▶ **BRIEF**
Only lines holding the word "data" are wanted from the records; copy all of them.

▶ **INFORMATION SHOWN**
····················

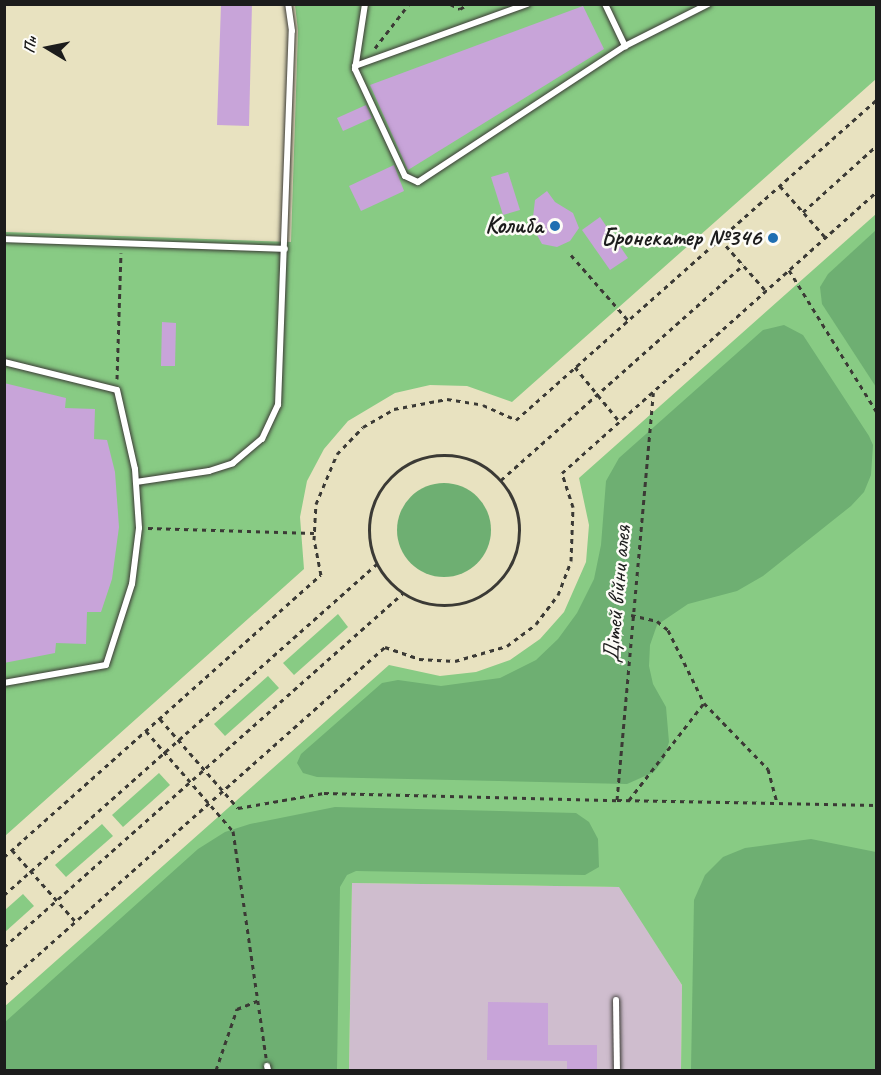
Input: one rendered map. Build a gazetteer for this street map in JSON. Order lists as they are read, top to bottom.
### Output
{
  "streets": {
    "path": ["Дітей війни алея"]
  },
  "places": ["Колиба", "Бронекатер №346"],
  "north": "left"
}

····················

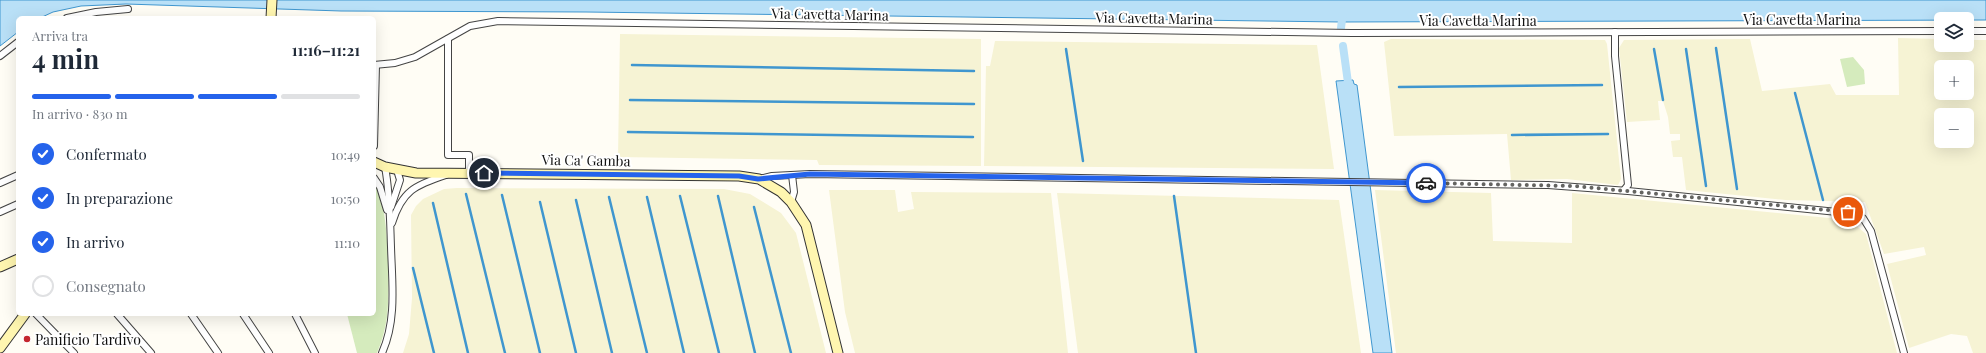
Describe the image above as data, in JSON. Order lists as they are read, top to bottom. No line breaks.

····················

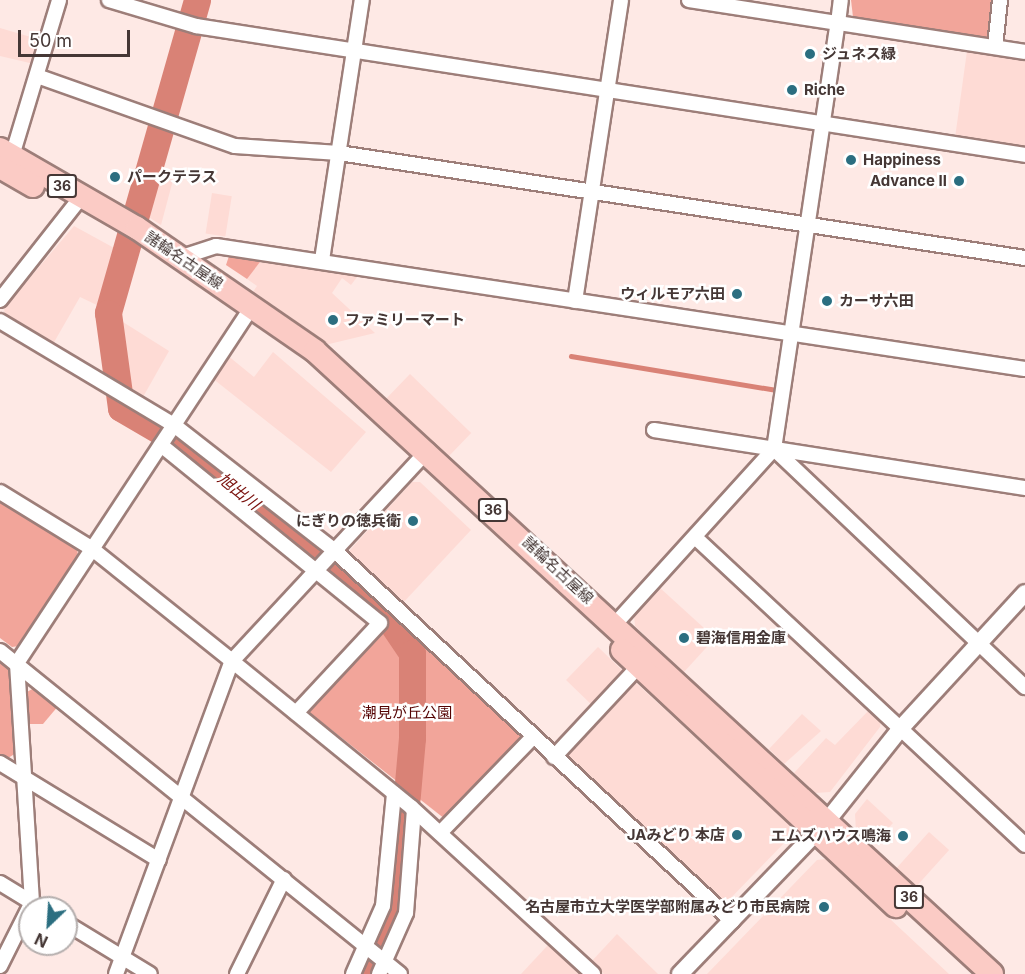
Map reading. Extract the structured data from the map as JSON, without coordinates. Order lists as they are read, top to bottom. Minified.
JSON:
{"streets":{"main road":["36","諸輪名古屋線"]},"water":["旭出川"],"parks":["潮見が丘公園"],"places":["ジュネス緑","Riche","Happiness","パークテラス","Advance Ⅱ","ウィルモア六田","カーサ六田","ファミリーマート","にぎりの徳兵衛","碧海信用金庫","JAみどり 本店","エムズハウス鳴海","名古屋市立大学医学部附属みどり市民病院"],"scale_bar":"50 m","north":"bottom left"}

····················

▶ **OUTPUT OF THE EXERCISE**
Describe the image above as data, in JSON. Order lists as they are read, top to bottom. No line breaks.
Map reading. Extract the structured data from the map as JSON, without coordinates. Order lists as they are read, top to bottom. Minified.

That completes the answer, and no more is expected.